- [Data to process]:
*** Begin section ***

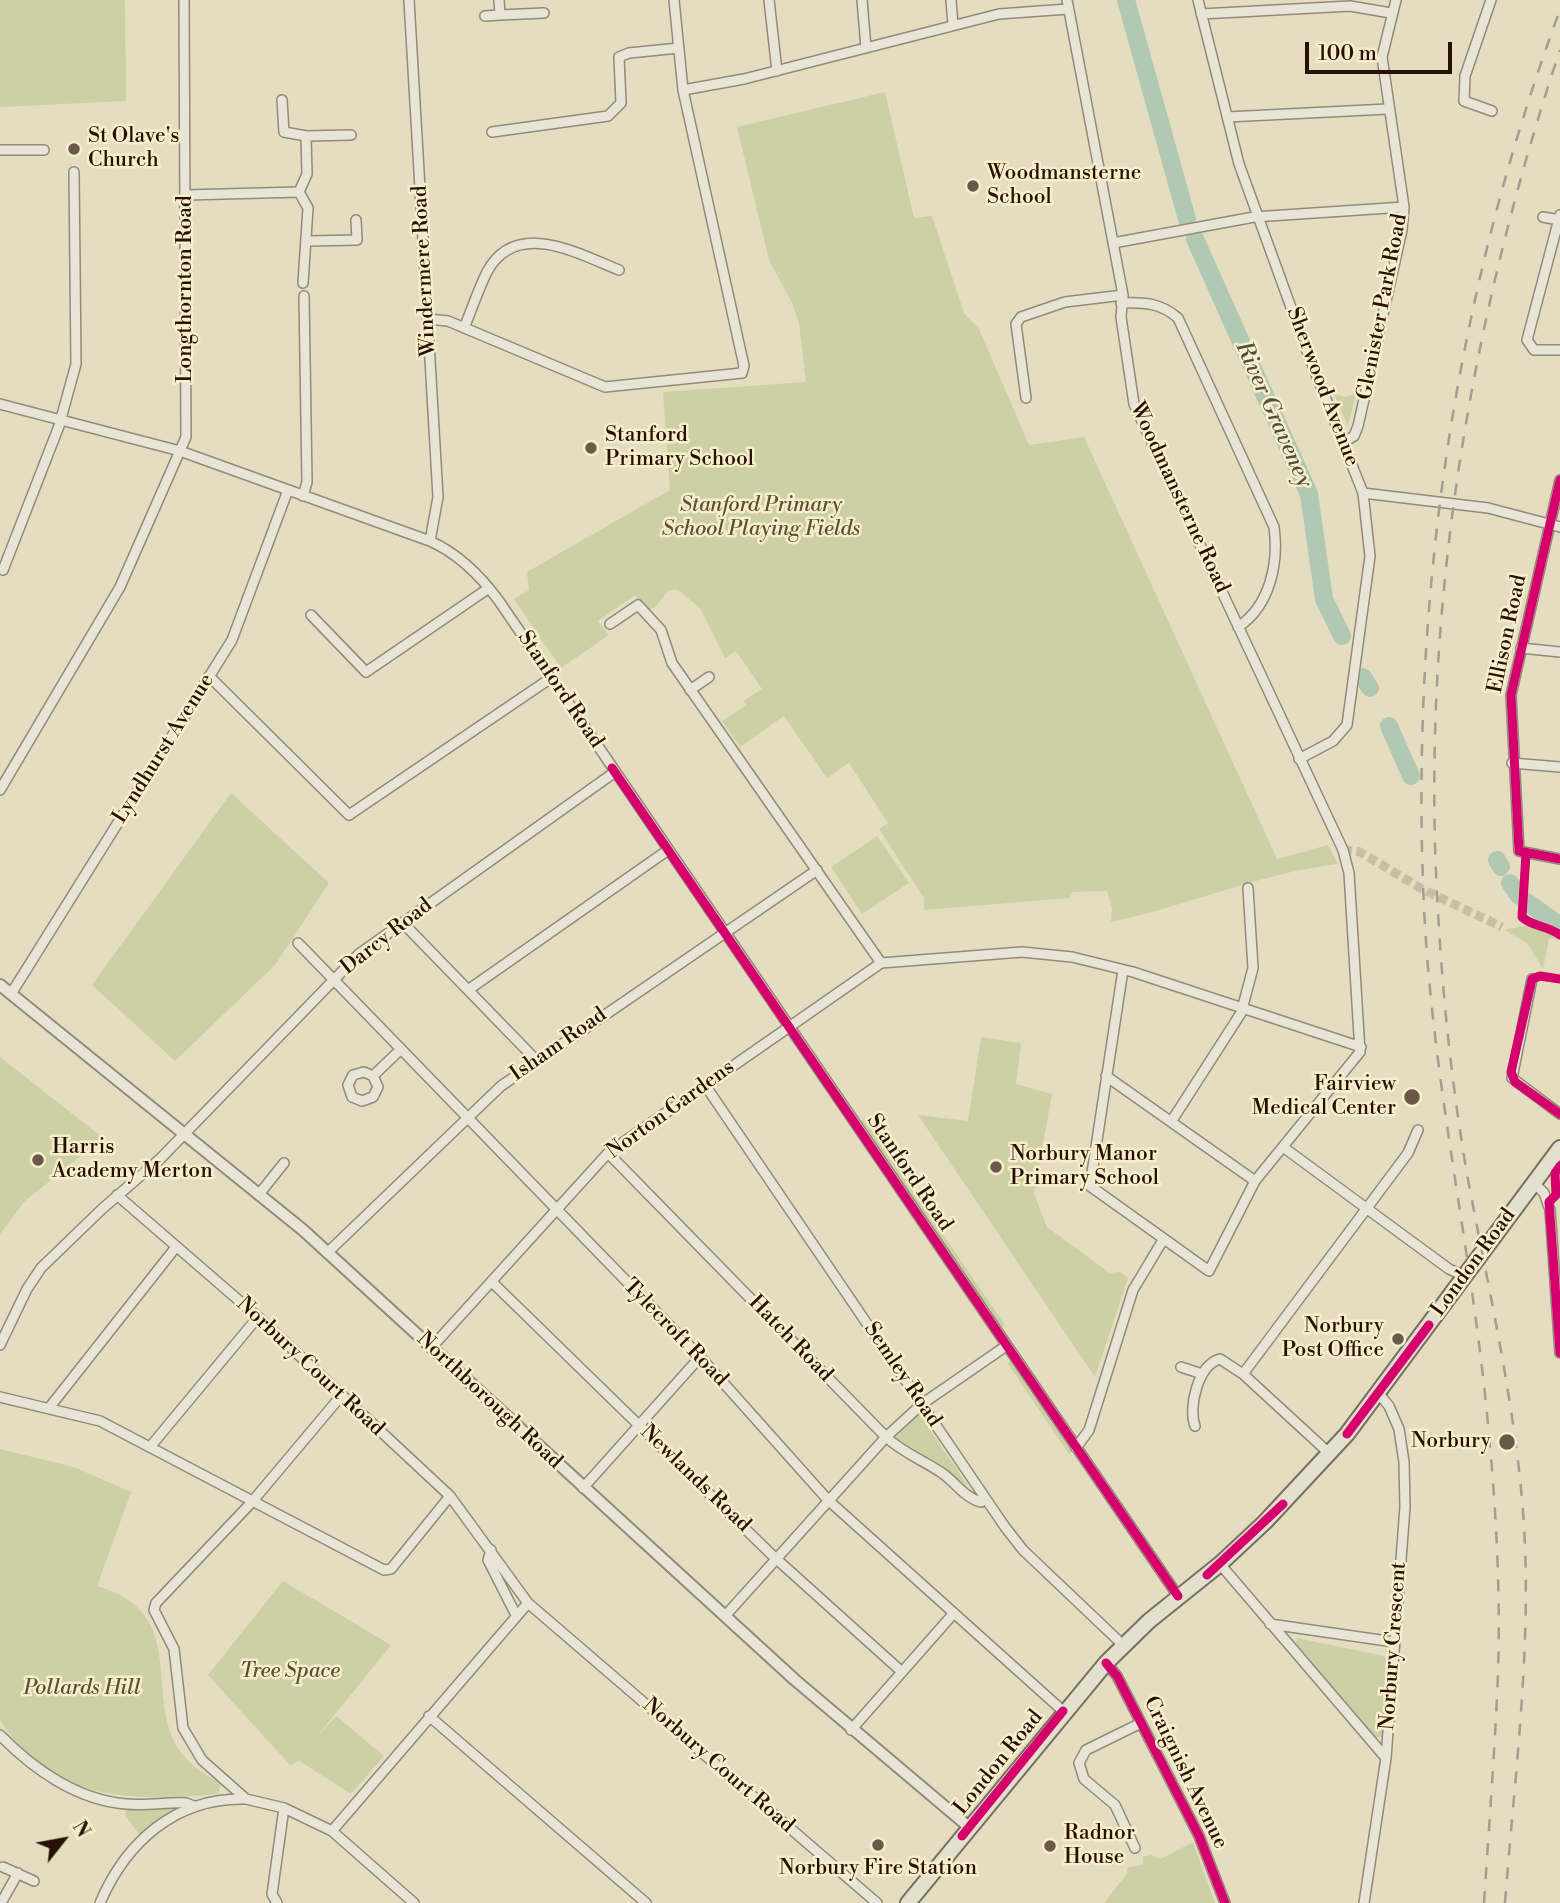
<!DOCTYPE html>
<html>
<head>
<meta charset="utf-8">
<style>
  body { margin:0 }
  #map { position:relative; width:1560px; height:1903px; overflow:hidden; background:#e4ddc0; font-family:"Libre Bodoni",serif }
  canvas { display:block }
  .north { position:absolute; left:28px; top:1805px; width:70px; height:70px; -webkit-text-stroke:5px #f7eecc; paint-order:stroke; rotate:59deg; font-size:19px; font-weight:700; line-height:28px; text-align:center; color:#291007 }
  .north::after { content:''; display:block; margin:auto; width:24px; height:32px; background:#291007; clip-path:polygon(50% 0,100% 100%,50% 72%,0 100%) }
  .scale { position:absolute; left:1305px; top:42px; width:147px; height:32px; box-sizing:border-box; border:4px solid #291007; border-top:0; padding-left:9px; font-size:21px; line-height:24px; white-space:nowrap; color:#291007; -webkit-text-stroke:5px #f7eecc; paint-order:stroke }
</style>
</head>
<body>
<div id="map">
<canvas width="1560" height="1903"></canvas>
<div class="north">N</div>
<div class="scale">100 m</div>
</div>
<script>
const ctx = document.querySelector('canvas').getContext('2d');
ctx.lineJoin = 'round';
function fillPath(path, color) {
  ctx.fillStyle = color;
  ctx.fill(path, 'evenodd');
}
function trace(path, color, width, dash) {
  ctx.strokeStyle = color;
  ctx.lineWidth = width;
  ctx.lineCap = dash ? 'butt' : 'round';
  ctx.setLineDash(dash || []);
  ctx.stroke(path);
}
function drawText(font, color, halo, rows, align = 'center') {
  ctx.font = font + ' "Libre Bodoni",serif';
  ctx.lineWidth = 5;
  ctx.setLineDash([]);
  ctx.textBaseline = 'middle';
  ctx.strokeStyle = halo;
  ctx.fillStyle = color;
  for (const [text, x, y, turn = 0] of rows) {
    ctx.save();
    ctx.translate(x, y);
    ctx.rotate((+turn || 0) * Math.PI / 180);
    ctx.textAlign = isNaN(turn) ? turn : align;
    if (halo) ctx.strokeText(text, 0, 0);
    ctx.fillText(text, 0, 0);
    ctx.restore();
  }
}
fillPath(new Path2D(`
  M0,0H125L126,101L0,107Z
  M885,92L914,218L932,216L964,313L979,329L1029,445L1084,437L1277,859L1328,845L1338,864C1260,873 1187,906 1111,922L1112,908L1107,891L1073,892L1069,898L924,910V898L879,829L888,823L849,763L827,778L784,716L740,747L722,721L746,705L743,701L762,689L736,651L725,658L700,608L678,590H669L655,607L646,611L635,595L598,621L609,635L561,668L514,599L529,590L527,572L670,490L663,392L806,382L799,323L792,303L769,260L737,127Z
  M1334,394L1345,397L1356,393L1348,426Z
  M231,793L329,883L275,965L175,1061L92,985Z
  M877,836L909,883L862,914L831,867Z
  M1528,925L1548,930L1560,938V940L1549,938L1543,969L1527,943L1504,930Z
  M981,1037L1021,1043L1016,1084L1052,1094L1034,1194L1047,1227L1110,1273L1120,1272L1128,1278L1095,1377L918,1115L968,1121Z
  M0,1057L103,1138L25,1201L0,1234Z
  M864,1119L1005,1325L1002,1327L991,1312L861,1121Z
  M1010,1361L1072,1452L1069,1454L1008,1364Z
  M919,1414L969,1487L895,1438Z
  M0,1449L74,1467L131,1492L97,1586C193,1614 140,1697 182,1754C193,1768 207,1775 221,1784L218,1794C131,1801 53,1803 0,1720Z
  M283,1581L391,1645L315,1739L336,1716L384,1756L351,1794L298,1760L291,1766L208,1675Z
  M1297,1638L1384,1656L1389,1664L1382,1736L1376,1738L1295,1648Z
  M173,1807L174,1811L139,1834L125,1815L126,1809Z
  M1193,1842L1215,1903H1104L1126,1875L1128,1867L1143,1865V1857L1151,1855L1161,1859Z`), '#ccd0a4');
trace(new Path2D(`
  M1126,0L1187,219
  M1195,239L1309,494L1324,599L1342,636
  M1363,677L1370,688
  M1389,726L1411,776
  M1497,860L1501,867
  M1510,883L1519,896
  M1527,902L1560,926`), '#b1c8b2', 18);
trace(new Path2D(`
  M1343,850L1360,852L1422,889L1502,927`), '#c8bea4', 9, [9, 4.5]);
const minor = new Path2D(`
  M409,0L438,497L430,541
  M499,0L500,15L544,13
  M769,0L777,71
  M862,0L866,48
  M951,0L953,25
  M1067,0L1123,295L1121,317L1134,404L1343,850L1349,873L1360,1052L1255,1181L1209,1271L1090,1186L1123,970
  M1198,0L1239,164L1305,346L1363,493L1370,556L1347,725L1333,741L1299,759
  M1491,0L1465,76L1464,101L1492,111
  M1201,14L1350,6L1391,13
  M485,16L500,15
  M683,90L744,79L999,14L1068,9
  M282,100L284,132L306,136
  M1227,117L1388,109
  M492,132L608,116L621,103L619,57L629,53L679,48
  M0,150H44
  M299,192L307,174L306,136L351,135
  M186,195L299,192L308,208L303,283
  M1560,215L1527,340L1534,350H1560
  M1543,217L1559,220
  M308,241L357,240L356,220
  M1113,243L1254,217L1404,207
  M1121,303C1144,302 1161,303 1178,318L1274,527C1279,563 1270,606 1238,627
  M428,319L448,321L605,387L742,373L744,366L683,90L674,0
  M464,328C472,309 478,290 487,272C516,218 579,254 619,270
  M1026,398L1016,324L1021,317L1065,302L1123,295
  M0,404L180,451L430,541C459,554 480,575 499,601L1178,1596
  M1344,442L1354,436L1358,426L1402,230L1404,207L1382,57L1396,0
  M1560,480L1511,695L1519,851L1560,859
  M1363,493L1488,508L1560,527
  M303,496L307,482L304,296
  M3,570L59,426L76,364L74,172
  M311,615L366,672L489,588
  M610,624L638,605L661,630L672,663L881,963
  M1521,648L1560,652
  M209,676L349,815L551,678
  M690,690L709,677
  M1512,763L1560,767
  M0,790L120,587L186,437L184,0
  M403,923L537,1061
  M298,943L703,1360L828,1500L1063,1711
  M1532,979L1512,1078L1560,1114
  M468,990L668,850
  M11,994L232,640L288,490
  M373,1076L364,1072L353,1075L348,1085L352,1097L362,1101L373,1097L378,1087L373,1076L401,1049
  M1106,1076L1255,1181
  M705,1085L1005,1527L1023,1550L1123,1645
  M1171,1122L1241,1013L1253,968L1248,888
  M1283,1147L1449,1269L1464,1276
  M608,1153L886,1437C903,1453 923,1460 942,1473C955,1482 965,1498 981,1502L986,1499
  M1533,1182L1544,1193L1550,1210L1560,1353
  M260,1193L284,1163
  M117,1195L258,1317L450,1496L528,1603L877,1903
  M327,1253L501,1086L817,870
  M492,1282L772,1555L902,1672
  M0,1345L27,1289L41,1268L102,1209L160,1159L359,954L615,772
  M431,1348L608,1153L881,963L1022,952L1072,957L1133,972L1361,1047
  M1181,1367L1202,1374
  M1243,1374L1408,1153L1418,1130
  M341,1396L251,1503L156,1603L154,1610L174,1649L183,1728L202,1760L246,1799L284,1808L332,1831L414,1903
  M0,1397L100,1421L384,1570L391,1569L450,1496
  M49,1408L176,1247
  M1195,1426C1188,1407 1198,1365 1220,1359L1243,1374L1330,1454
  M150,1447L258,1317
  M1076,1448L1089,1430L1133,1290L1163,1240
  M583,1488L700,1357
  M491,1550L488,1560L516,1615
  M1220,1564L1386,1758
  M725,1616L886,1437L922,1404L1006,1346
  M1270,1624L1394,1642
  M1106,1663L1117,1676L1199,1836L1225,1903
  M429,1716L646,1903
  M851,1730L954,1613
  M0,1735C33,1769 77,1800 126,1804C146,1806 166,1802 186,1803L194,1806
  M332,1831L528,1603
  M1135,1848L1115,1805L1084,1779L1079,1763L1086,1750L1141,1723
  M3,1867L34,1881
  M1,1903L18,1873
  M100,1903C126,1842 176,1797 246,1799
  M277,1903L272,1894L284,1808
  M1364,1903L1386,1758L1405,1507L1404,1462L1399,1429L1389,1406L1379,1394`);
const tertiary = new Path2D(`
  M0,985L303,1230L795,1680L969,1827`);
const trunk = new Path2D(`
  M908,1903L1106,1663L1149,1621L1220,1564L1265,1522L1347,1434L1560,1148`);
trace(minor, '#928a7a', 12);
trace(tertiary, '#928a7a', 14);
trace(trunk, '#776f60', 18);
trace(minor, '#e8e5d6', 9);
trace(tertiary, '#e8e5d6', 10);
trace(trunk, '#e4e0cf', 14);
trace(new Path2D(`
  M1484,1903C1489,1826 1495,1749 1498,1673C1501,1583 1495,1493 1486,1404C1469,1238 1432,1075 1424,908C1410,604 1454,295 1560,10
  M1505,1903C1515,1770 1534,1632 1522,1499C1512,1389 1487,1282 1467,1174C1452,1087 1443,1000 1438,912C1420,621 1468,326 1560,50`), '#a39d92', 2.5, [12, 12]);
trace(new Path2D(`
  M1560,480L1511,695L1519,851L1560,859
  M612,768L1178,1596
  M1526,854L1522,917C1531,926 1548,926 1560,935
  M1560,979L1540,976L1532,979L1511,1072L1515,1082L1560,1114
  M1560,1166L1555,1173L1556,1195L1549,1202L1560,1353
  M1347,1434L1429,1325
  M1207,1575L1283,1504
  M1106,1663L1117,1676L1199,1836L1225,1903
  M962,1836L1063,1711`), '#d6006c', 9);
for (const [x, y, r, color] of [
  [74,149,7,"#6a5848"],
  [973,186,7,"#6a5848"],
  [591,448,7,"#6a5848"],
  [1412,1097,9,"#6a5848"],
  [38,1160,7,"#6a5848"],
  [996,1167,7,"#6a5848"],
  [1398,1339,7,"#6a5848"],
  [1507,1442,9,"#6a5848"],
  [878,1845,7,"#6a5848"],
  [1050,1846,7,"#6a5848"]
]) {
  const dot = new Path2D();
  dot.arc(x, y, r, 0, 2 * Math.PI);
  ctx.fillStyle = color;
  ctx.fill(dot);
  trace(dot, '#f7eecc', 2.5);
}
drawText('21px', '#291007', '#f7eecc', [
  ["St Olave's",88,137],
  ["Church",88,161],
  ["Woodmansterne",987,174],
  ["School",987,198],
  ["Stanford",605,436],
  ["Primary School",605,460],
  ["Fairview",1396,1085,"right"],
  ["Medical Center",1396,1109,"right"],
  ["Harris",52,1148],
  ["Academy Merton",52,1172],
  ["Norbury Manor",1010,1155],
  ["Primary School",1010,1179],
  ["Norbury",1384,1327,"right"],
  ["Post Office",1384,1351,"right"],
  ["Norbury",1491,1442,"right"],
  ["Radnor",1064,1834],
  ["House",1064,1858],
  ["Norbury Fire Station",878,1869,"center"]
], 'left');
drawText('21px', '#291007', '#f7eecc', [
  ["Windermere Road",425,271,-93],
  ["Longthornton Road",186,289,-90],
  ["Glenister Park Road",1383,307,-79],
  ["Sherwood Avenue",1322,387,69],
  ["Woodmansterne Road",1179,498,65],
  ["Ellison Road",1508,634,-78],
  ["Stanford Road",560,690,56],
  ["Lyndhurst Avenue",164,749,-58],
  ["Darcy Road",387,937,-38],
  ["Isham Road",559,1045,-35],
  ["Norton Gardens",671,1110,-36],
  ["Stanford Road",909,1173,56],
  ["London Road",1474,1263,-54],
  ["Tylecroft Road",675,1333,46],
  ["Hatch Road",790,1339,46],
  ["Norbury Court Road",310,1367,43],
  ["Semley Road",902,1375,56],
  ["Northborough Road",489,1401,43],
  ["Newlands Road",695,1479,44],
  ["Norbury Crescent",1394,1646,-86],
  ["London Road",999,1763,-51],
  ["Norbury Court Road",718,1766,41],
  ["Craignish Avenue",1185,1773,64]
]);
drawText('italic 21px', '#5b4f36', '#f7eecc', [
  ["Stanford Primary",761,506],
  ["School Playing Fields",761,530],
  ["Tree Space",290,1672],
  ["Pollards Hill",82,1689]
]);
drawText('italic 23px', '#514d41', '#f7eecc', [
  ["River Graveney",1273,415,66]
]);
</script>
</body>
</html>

*** End section ***

- [Work request]:
Scan the listing above for the word "halo" and copy every line that holds it.

- [Reply to the exercise]:
function drawText(font, color, halo, rows, align = 'center') {
  ctx.strokeStyle = halo;
    if (halo) ctx.strokeText(text, 0, 0);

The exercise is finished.